Saturday, 17 December 2011
CC Strawberry ice cream - an agar agar experiment
I made this ice cream last night but there are no photos of making it because I was without a camera! But I was determined to make it for a Christmas meal at home tonight. I had planned to make icy poles for the penultimate Cookbook Challenge because the theme was cool. Then I saw that Vikki Leng had quite a few eggless ice cream recipes using agar agar in A Vegetarian Feast. I was intrigued.
Making the ice cream was easier than I expected. Setting it was harder than I expected. After leaving it overnight it had started to harden around the edges. I turned up the freezer. Even tonight, 24 hours later, it was quite firm around the edges but in the middle it was sloppy. Vikki said the honey would keep it soft and Nigella (which I did some research) said that cold kills flavour, I added an extra spoonful of honey. I would only add 2 tablespoons in future. Not only is the ice cream soft but it tastes more of honey than strawberries.
first attempt last year. Without eggs in the equation, I am quite happy to experiment, especially when it is so hot. I am less happy to experiment with my camera but that is a necessary evil. I am all thumbs with it right now. You may notice this in some of the photos. I am also very nervous about cameras and accidents. But as I heard on the radio twice lately - you have to live life.

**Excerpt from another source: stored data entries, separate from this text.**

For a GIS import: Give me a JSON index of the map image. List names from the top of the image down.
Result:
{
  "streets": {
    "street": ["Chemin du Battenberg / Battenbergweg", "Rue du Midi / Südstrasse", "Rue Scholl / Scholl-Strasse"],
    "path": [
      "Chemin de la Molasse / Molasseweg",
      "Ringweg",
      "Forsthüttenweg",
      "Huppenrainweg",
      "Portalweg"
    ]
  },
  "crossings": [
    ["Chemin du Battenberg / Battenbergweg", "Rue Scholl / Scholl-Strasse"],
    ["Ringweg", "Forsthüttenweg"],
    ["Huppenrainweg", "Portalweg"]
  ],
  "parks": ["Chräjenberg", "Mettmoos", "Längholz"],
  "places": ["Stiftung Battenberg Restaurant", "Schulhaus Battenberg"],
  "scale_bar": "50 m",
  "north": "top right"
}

Previously on Green Gourmet Giraffe:
This time last year: Hotel Lincoln: genial gastropub
This time two years ago: Christmas Nut Roast in Scotland
This time three years ago: Tree, Tarts and Punch
This time four years ago: SHF #38 Christmas Pudding
Strawberry ice cream with agar
From Vikki Leng's A Vegetarian Feast
makes about 1 litre
1 cup apple juice
1/2 cup castor sugar
2 tsp agar powder
2 cup milk
250g punnet of strawberries, hulled
2 tbsp honey
3/4 cup (225g) pouring cream
Heat apple juice, castor sugar and agar powder in a small saucepan until they boil (mine had a lot of froth when it boiled). Reduce heat and simmer. Let sit for about 2-5 minutes. I found after 5 minutes that mine coated the spoon a bit like a jam that is starting to set.
Blend milk, strawberries and honey in the food processor. While motor is still running, drizzle in apple juice mixture. Leave to set and then blend in the cream. After 30 minutes (before adding the cream), mine had set enough that when I added the cream it just sat on top of the mixture.
Tip mixture into plastic tub - allowing a bit of space for ice cream to expand when it freezes. I had to turn up my freezer to full blast because it was still soft in the middle even after 24 hours. Maybe it was because I used 3 tbsp of honey and if it is reduced to 2 tbsp it might freeze a little more.
NOTES: Vikki Leng suggests substituting greek yoghurt for cream. I will try this next time because I found the cream quite heavy. I served my ice cream with a bitter chocolate sauce (50g of 70% dark chocolate and a few spoonfuls - ie the rest of a 300ml tub - of cream melted together in the microwave - probably enough for 4).